Apesar disso, ou talvez por isso, ele tem uma visão esperançosa do futuro. “Acho que o Brasil está vivendo um dos momentos mais brilhantes da sua vida pública. Porque o que se vê hoje era impensável há cinco ou dez anos atrás. Ver os maiores empreiteiros, os mais ricos, atrás das grades, era impensável. Tal como ver os políticos mais poderosos sendo atingidos e presos. O Brasil está realmente mudando e a tendência é melhorar, senão toda essa movimentação não faria sentido. As coisas estão acontecendo para mudar para melhor o nosso país, é a minha esperança.”
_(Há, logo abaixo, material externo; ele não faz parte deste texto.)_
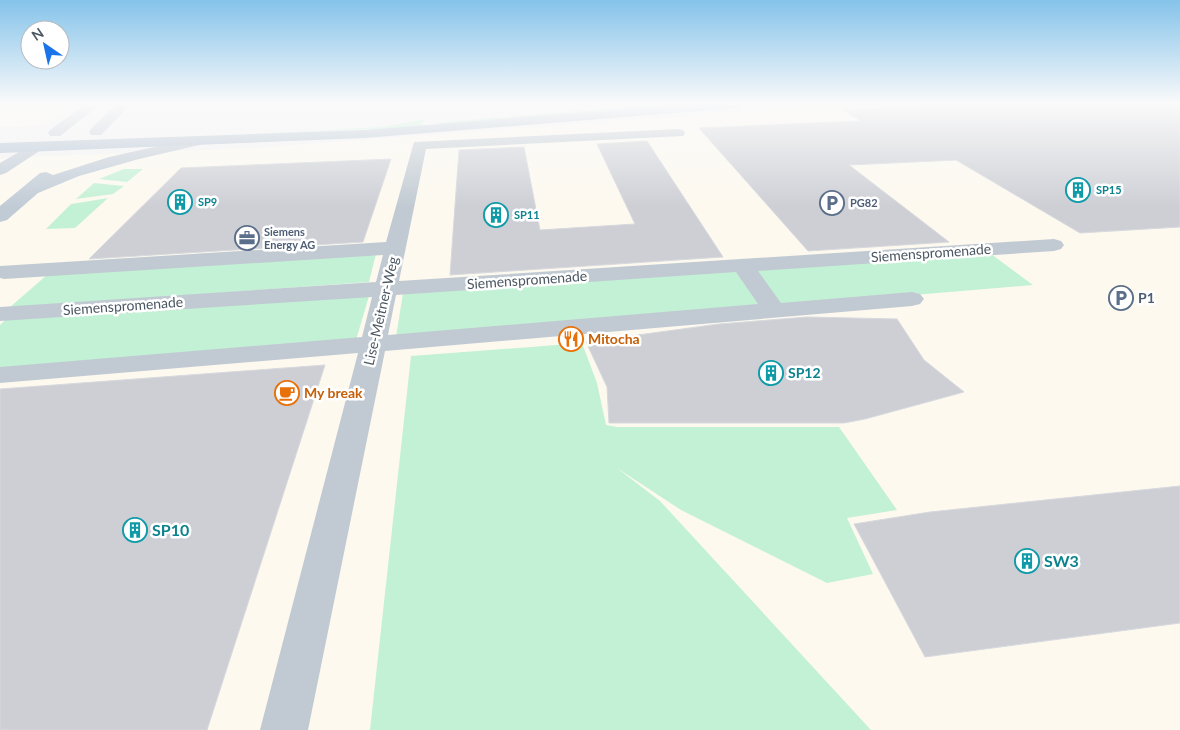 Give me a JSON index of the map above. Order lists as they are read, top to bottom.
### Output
{
  "streets": {
    "street": ["Siemenspromenade", "Lise-Meitner-Weg"]
  },
  "crossings": [
    ["Siemenspromenade", "Lise-Meitner-Weg"]
  ],
  "places": {
    "building": [
      "SP15",
      "SP9",
      "SP11",
      "SP12",
      "SP10",
      "SW3"
    ],
    "parking": ["PG82", "P1"],
    "office": ["Siemens Energy AG"],
    "restaurant": ["Mitocha"],
    "cafe": ["My break"]
  },
  "north": "top left"
}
Vidas Pra Contar, o espectáculo, não diferirá do que Djavan estreou no Brasil. “De um modo geral”, diz, “eu faço um espectáculo para correr o mundo de um modo igual: cenários, luz, som, repertório. O espectáculo que apresento no Rio e em São Paulo é o mesmo que levo para o resto do Brasil e para todo o mundo.” Quanto aos músicos, são “rigorosamente todos” os que estão no disco. Com Djavan (voz), estarão Carlos Bala (bateria), Marcelo Mariano (baixo), João Castilho (guitarra), Jessé Sadoc (trompete), Marcelo Martins (sax tenor) e Paulo Calasans (teclas).

A primeira apresentação será no Campo Pequeno, em Lisboa, na sexta-feira 4 de Novembro; a segunda no Coliseu do Porto, dia 6; e a terceira no Casino Estoril, no dia 7. Sempre às 21h30.